Der ESC ist ja aus der Idee heraus entstanden – da waren übrigens die Franzosen sehr dahinter -, dass das internationale Gemeinsamkeitsgefühl nach dem WK II gestärkt werden müsse; die Länder sollten einander wieder näher rücken. Wenn man einmal live beim ESC dabei war, spürt man diesen Grundgedanken auch ganz deutlich: Hier wird zwei Wochen lang Europa gefeiert und jeder hat sich lieb! (lacht) Sicher ist das auch manchmal etwas skurril, aber eine sehr schöne und eindrucksvolle Erfahrung. Beim Song Contest wird es sogar möglich, dass Türken und Israelis gemeinsam feiern. Deshalb: Ja, der ESC ist durchaus völkerverbindend. Deshalb ist es für mich gar keine Frage, dass Österreich jedes Jahr teilnimmt. Egal, wie erfolgreich wir dabei sind. Ich sag mal so: Wir sollten lernen, auch gute Verlierer zu sein.

Beim ESC ist ja auch der werbetechnische Aspekt kein unwichtiger …
Genau. Der ESC ist eine großartige Plattform, um sich international zu präsentieren. Ein gutes Beispiel: Vor zwei Jahren hat Israel in Düsseldorf auf seiner ESC-Party gerade seinen Independence Day gefeiert. Als Nadine dort auftrat, hat sie den Song „Halleluja“ gesungen und dem Publikum zu ihrem besonderen Tag gratuliert. Viele Leute hatten Tränen in die Augen. Daraufhin war Österreich zweimal in den israelischen Hauptnachrichten und wir sind gefeiert worden, weil wir das einzige Land waren, das an diesen israelischen Feiertag gedacht hat. Mein bisher schönstes ESC-Erlebnis. Auch für Moldawien war es ein besonderer Moment, als es das erste Mal beim ESC teilnahm. Endlich haben sie sich als gleichberechtigten Teil Europas gefühlt. Denn beim ESC sind alle gleichberechtigt.

Warum tut sich Österreich dann mit dem Song Contest so schwer?
Das hat viele Gründe. Zum einen hat Österreich nicht die naive Leichtigkeit anderer Länder. Wir dürfen den ESC nicht ernst nehmen, müssen ihn durch die ironische Brille sehen – ansonsten gilt man nicht als intellektuell. Der ESC gilt bei uns nicht als „cool“, was in anderen Ländern überhaupt nicht der Fall ist.
Zum anderen ist die österreichische Musikszene leider tatsächlich eine traurige, zumindest, wenn man in der Mainstream-Schiene bleiben will. Österreich hat ja den Ruf, dass wir zum ESC zwar tolle Sänger, aber mit schwachen Produktionen hinschicken.

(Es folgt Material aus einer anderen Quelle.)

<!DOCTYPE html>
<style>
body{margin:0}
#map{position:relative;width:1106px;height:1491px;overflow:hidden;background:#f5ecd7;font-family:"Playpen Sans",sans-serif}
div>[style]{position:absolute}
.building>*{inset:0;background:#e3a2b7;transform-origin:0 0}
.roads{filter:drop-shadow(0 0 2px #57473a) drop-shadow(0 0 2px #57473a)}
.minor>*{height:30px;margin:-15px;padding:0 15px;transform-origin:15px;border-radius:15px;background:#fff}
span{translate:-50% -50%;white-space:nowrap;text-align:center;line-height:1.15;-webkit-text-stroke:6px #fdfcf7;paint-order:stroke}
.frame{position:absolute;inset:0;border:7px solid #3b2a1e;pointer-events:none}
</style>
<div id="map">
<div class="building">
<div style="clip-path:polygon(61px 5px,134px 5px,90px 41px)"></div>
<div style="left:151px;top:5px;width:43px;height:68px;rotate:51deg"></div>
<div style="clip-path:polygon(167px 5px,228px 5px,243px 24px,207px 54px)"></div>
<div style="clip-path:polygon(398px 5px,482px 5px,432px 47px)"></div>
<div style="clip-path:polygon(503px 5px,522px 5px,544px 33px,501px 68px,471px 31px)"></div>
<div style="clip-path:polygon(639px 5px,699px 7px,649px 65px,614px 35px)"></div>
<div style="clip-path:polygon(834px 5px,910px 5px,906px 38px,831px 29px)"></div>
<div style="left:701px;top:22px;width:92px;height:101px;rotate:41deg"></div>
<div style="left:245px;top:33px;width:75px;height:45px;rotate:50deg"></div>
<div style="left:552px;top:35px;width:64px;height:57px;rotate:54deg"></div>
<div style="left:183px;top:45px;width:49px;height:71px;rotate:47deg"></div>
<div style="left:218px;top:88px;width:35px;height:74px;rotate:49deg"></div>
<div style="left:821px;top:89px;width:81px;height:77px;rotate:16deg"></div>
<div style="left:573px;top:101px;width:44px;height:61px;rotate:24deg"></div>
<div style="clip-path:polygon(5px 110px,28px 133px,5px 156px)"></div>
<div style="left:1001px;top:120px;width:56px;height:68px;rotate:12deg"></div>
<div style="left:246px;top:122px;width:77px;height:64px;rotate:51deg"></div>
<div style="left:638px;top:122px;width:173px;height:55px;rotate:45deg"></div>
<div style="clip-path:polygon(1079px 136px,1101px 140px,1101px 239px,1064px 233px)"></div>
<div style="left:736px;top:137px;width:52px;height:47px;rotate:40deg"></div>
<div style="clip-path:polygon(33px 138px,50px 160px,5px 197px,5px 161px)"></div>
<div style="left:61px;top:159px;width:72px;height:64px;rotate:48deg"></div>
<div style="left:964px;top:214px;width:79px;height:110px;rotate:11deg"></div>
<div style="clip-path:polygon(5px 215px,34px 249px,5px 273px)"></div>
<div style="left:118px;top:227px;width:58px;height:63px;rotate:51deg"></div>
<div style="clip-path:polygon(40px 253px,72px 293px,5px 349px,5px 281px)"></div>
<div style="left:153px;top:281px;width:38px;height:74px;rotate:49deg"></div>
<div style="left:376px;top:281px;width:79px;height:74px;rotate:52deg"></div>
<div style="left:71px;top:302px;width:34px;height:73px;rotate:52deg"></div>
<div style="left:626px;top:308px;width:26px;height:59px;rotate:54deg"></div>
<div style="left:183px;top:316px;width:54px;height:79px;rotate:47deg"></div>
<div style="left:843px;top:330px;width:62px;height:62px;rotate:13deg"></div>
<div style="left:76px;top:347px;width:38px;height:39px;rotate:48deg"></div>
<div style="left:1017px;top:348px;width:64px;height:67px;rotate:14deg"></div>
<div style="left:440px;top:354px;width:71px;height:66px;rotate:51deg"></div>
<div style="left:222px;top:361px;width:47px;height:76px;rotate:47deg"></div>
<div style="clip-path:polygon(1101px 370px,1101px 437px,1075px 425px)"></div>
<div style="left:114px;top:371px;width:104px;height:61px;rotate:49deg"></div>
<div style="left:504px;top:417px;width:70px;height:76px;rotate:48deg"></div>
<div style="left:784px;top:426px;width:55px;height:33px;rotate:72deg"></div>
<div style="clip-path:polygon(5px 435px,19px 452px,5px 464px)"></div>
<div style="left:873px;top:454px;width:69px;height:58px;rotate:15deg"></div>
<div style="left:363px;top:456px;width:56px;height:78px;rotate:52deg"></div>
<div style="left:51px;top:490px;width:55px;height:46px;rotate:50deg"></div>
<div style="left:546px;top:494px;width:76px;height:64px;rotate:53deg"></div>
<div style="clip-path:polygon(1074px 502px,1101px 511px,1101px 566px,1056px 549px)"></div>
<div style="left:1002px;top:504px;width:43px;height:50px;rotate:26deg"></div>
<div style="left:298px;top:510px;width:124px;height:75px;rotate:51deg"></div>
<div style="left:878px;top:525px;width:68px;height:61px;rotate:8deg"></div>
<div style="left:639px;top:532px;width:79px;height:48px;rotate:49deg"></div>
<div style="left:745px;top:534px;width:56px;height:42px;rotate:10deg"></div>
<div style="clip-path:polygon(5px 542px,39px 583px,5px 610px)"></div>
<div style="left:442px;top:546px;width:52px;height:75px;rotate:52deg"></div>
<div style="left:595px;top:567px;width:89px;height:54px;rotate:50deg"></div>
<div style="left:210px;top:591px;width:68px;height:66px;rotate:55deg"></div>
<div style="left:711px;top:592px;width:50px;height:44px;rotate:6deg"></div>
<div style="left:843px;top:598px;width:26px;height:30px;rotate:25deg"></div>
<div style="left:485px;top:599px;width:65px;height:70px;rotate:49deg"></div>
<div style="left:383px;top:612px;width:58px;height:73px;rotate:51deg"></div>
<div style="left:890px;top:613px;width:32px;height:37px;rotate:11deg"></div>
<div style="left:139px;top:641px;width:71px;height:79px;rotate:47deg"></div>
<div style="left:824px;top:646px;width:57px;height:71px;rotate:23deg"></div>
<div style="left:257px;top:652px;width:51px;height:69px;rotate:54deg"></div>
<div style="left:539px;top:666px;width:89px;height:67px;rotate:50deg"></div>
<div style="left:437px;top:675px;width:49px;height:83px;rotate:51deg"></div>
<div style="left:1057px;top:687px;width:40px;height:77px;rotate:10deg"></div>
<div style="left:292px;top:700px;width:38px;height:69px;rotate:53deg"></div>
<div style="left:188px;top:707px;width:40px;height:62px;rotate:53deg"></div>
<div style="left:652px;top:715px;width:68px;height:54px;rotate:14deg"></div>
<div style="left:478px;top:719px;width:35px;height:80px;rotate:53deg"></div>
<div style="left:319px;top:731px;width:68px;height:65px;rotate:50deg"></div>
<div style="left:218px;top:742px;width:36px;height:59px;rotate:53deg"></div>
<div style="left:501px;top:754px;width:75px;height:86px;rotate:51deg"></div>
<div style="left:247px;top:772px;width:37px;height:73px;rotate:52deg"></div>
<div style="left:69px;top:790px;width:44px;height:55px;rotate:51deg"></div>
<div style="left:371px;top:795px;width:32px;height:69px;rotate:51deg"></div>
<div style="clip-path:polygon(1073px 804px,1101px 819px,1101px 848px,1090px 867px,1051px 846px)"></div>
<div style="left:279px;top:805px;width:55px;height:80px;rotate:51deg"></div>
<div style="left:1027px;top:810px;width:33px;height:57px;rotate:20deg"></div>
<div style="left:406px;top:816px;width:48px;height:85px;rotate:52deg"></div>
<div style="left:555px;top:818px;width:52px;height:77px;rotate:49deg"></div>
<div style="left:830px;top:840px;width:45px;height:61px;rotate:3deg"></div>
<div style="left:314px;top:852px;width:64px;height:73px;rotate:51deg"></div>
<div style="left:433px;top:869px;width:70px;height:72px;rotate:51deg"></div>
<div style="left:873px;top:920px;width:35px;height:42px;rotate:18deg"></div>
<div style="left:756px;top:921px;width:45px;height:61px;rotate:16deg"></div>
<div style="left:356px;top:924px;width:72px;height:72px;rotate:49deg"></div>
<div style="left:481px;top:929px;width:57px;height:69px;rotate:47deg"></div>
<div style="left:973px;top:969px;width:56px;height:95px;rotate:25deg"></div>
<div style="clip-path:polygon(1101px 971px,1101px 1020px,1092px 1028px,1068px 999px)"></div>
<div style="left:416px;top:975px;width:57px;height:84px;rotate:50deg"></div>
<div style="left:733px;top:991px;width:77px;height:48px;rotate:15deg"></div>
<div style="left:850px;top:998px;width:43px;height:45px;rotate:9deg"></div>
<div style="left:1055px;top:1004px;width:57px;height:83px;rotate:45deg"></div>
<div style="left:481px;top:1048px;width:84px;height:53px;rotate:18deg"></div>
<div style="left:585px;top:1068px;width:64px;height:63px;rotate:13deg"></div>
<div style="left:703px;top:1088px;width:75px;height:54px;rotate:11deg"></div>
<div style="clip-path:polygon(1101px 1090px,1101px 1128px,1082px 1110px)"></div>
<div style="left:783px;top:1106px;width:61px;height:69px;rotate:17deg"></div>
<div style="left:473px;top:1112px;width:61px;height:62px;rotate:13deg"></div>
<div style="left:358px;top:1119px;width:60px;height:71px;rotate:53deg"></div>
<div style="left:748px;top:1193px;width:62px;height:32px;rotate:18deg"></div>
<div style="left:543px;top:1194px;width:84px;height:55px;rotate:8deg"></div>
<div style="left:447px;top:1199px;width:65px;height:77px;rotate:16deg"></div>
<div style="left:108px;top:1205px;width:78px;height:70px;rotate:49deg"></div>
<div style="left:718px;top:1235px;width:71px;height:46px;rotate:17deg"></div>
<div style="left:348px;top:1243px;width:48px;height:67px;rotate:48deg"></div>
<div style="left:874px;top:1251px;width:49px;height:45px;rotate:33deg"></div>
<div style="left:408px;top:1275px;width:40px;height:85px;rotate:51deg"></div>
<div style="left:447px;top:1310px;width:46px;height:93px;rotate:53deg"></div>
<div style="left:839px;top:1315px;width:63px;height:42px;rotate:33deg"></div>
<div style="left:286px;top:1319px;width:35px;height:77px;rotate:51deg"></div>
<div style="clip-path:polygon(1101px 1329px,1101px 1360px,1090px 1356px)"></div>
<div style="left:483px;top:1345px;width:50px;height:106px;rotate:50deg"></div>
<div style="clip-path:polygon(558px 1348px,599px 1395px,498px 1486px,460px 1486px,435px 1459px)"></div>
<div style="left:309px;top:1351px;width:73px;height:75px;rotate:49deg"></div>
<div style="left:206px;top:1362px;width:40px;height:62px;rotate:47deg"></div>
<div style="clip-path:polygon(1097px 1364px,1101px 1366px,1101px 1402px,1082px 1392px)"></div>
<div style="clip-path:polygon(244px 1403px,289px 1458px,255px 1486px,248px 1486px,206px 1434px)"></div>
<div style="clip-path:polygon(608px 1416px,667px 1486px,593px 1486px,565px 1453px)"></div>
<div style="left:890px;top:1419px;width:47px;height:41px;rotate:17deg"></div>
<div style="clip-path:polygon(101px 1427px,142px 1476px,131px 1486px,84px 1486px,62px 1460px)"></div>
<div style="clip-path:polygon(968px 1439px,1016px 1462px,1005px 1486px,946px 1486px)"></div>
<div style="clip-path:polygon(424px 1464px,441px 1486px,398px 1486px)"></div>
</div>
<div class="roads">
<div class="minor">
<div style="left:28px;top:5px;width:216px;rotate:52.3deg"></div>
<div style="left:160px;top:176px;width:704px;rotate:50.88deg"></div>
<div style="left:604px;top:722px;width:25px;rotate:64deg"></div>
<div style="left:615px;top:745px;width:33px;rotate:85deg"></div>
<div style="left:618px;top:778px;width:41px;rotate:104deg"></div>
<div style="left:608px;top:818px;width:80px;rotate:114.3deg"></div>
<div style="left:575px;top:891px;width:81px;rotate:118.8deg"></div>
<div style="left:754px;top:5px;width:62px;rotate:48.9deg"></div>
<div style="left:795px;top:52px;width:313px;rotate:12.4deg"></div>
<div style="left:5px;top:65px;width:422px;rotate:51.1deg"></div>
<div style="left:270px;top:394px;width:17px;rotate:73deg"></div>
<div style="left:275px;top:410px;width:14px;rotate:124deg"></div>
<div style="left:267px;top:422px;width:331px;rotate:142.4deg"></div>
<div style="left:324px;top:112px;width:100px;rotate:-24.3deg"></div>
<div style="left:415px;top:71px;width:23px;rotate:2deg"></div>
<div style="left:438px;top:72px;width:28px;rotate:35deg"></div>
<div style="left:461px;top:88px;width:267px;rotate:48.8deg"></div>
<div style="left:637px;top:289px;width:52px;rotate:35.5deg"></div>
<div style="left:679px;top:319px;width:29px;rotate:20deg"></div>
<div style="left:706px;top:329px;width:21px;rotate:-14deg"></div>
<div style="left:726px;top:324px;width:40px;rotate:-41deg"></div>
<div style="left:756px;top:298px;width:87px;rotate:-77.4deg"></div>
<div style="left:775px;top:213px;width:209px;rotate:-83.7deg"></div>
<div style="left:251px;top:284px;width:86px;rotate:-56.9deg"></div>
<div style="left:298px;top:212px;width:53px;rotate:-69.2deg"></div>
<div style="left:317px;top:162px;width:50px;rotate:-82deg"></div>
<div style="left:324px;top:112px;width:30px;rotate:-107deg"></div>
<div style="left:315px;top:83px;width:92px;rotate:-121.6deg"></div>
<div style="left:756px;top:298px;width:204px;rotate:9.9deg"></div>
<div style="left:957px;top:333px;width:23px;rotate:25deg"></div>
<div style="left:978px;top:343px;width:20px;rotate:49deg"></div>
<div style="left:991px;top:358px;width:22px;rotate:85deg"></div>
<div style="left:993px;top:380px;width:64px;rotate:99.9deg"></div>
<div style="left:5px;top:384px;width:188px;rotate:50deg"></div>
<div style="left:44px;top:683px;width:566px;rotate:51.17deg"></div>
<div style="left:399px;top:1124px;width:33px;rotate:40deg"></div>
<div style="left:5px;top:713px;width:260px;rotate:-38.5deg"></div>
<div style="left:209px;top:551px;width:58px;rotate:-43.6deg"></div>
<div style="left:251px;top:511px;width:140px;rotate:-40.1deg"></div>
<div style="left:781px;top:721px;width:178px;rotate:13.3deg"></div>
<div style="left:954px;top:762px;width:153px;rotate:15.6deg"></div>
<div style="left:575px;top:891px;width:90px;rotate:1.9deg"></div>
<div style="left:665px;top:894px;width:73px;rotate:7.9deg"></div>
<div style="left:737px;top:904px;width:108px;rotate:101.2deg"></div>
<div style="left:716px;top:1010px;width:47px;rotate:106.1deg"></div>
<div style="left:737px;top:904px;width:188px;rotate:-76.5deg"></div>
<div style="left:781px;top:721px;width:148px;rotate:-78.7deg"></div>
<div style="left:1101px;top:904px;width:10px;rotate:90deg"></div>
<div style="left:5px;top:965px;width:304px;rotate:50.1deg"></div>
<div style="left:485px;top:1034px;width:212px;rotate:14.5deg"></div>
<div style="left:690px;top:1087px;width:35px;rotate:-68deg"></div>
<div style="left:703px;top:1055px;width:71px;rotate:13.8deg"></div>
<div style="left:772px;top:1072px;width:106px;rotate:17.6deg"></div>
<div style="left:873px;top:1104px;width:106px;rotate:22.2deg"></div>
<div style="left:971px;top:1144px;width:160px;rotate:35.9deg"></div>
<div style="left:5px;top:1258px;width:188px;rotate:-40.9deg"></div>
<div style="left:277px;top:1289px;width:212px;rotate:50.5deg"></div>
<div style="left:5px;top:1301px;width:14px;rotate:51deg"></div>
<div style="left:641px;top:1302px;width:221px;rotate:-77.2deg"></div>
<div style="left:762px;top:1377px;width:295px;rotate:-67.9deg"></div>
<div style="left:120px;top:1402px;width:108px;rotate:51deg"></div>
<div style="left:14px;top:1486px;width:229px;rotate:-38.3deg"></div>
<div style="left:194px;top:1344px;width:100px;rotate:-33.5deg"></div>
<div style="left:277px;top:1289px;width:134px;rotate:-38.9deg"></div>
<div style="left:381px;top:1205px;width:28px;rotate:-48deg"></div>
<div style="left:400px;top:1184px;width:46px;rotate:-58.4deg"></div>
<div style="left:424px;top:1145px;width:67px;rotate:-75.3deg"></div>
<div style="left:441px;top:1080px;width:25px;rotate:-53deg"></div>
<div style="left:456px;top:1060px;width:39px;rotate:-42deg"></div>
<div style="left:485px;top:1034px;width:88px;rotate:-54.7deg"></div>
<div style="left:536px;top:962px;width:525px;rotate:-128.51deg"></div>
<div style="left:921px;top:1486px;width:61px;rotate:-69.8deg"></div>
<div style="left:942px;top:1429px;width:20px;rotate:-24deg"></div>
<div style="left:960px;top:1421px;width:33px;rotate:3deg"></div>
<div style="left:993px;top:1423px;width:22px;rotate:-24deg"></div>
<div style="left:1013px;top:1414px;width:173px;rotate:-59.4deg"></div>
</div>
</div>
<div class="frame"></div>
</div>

Und da ist schon was dran! Wir haben wenige Komponisten und Produzenten, die internationales Format haben. Das Problem haben zwar andere Länder auch, aber die engagieren dann halt beispielsweise schwedische Produzenten. Man kauft sich also am internationalen Markt ein. Das ist legitim, aber ich unterstütze das nicht. Denn der ESC will ja eigentlich die jeweils heimische Musikindustrie pushen.

Hat Österreich vielleicht zu wenig Interesse am Song Contest?
Nein. Die im ORF ausgestrahlte Vorausscheidung mit Nadine Beiler vor zwei Jahren hatte eine Quote von über einer Million. So viel schafft nicht mal „Wetten, dass…?“. Die Frage ist nur, wie man das Interesse richtig weckt. ORF und Ö3 tun in ihrem Rahmen aber das Beste.

Letzte, unweigerliche Frage: Wer wird den diesjährigen ESC gewinnen?
So eine Frage zu beantworten, bevor man die Künstler live gesehen hat, ist nicht besonders klug. Das Wichtigste ist nicht die Stimme, sondern dass man auf der Bühne authentisch rüberkommt. Aber: als Favoriten gehandelt werden Dänemark, Norwegen, Niederlande, Ukraine und Russland.